§ ABOUT THIS TASK
Word for word, and without a single picture, repeat the entries.

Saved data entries
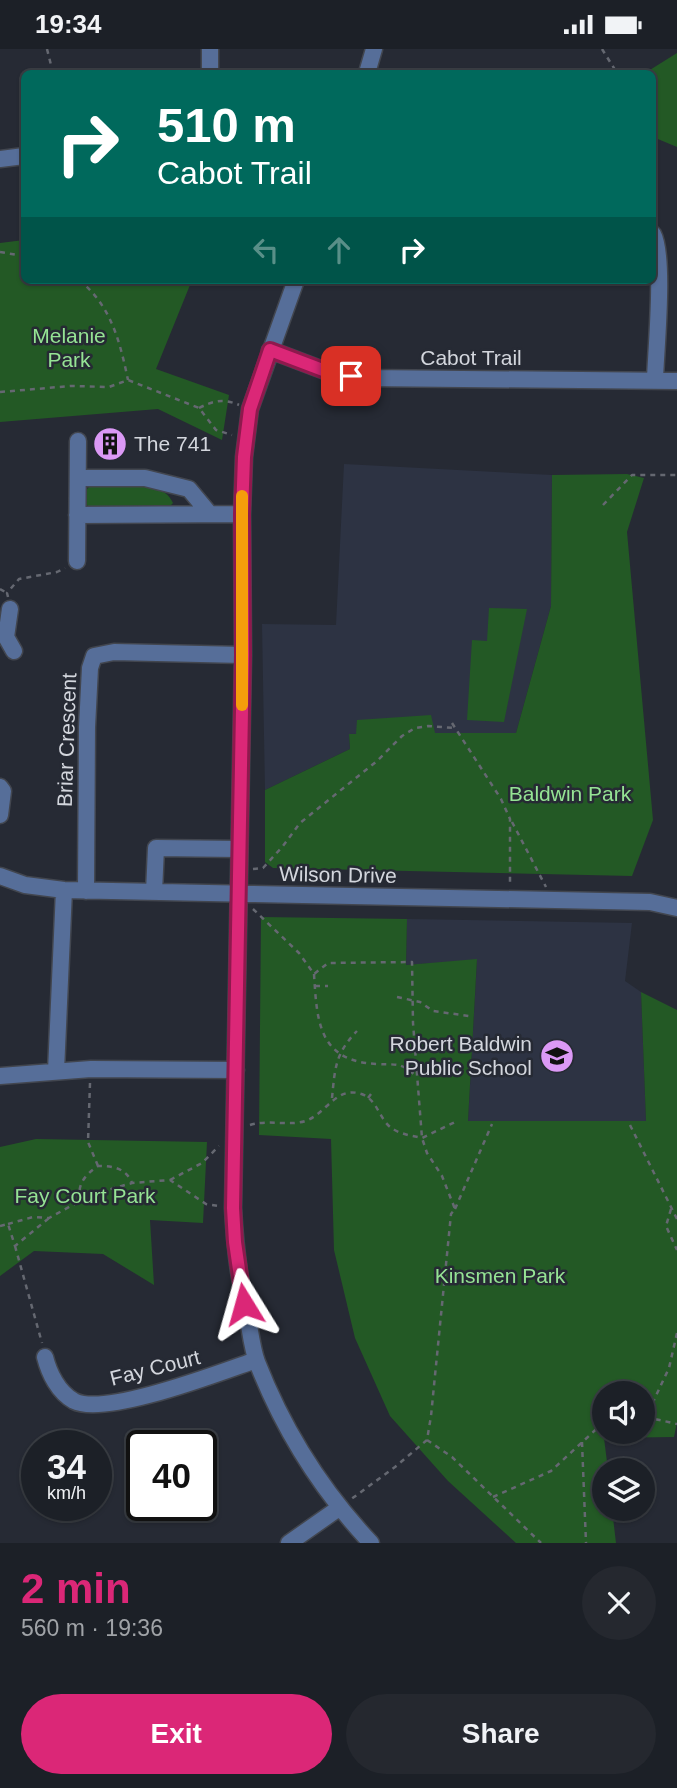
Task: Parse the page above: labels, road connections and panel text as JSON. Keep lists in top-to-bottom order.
{
  "streets": {
    "street": [
      "Cabot Trail",
      "Briar Crescent",
      "Wilson Drive",
      "Fay Court"
    ]
  },
  "crossings": [
    ["Briar Crescent", "Wilson Drive"]
  ],
  "parks": [
    "Melanie Park",
    "Baldwin Park",
    "Fay Court Park",
    "Kinsmen Park"
  ],
  "places": {
    "building": ["The 741"],
    "school or university": ["Robert Baldwin Public School"]
  },
  "page": {
    "status": "19:34",
    "turn": ["510 m", "Cabot Trail"],
    "speed": "34 km/h",
    "limit": "40",
    "heading": ["2 min", "560 m · 19:36"],
    "buttons": ["Exit", "Share"]
  }
}
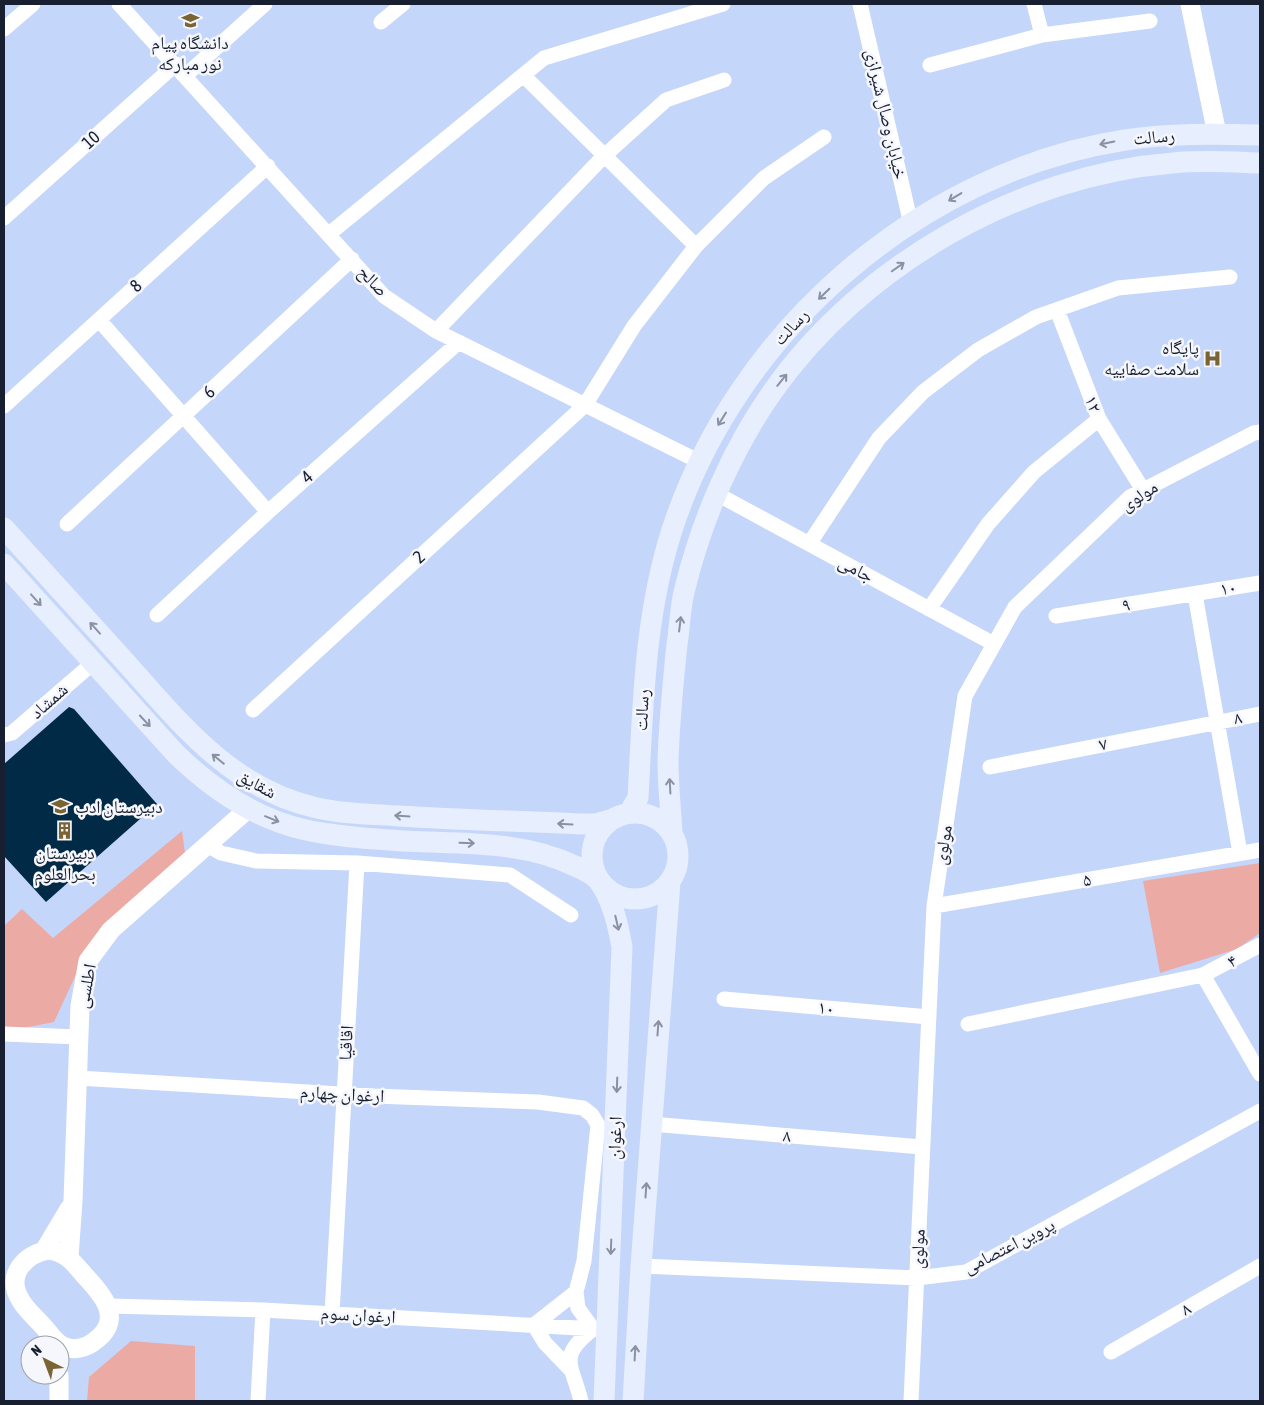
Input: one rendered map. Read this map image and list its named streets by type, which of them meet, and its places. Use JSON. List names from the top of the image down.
{
  "streets": {
    "main road": ["رسالت", "شقایق", "ارغوان"],
    "street": [
      "خیابان وصال شیرازی",
      "10",
      "صالح",
      "8",
      "6",
      "۱۲",
      "4",
      "مولوی",
      "2",
      "جامی",
      "۱۰",
      "۹",
      "شمشاد",
      "۸",
      "۷",
      "۵",
      "۴",
      "اطلسی",
      "اقاقیا",
      "ارغوان چهارم",
      "پروین اعتصامی",
      "ارغوان سوم"
    ]
  },
  "crossings": [
    ["خیابان وصال شیرازی", "رسالت"],
    ["رسالت", "صالح"],
    ["رسالت", "جامی"],
    ["رسالت", "شقایق"],
    ["رسالت", "ارغوان"],
    ["10", "صالح"],
    ["صالح", "8"],
    ["صالح", "6"],
    ["صالح", "4"],
    ["صالح", "2"],
    ["۱۲", "مولوی"],
    ["مولوی", "جامی"],
    ["مولوی", "۱۰"],
    ["مولوی", "۸"],
    ["مولوی", "۵"],
    ["مولوی", "پروین اعتصامی"],
    ["۱۰", "۹"],
    ["شمشاد", "شقایق"],
    ["۸", "۷"],
    ["۸", "ارغوان"],
    ["شقایق", "اطلسی"],
    ["شقایق", "ارغوان"],
    ["اطلسی", "ارغوان چهارم"],
    ["اقاقیا", "ارغوان چهارم"],
    ["اقاقیا", "ارغوان سوم"],
    ["ارغوان", "پروین اعتصامی"],
    ["ارغوان", "ارغوان سوم"]
  ],
  "places": {
    "school or university": ["دانشگاه پیام نور مبارکه", "دبیرستان ادب"],
    "hospital": ["پایگاه سلامت صفاییه"],
    "building": ["دبیرستان بحرالعلوم"]
  },
  "north": "top left"
}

§ ANSWER SPACE
Task: Parse the page above: labels, road connections and panel text as JSON. Keep lists in top-to-bottom order.
{
  "streets": {
    "street": [
      "Cabot Trail",
      "Briar Crescent",
      "Wilson Drive",
      "Fay Court"
    ]
  },
  "crossings": [
    ["Briar Crescent", "Wilson Drive"]
  ],
  "parks": [
    "Melanie Park",
    "Baldwin Park",
    "Fay Court Park",
    "Kinsmen Park"
  ],
  "places": {
    "building": ["The 741"],
    "school or university": ["Robert Baldwin Public School"]
  },
  "page": {
    "status": "19:34",
    "turn": ["510 m", "Cabot Trail"],
    "speed": "34 km/h",
    "limit": "40",
    "heading": ["2 min", "560 m · 19:36"],
    "buttons": ["Exit", "Share"]
  }
}
Input: one rendered map. Read this map image and list its named streets by type, which of them meet, and its places. Use JSON. List names from the top of the image down.
{
  "streets": {
    "main road": ["رسالت", "شقایق", "ارغوان"],
    "street": [
      "خیابان وصال شیرازی",
      "10",
      "صالح",
      "8",
      "6",
      "۱۲",
      "4",
      "مولوی",
      "2",
      "جامی",
      "۱۰",
      "۹",
      "شمشاد",
      "۸",
      "۷",
      "۵",
      "۴",
      "اطلسی",
      "اقاقیا",
      "ارغوان چهارم",
      "پروین اعتصامی",
      "ارغوان سوم"
    ]
  },
  "crossings": [
    ["خیابان وصال شیرازی", "رسالت"],
    ["رسالت", "صالح"],
    ["رسالت", "جامی"],
    ["رسالت", "شقایق"],
    ["رسالت", "ارغوان"],
    ["10", "صالح"],
    ["صالح", "8"],
    ["صالح", "6"],
    ["صالح", "4"],
    ["صالح", "2"],
    ["۱۲", "مولوی"],
    ["مولوی", "جامی"],
    ["مولوی", "۱۰"],
    ["مولوی", "۸"],
    ["مولوی", "۵"],
    ["مولوی", "پروین اعتصامی"],
    ["۱۰", "۹"],
    ["شمشاد", "شقایق"],
    ["۸", "۷"],
    ["۸", "ارغوان"],
    ["شقایق", "اطلسی"],
    ["شقایق", "ارغوان"],
    ["اطلسی", "ارغوان چهارم"],
    ["اقاقیا", "ارغوان چهارم"],
    ["اقاقیا", "ارغوان سوم"],
    ["ارغوان", "پروین اعتصامی"],
    ["ارغوان", "ارغوان سوم"]
  ],
  "places": {
    "school or university": ["دانشگاه پیام نور مبارکه", "دبیرستان ادب"],
    "hospital": ["پایگاه سلامت صفاییه"],
    "building": ["دبیرستان بحرالعلوم"]
  },
  "north": "top left"
}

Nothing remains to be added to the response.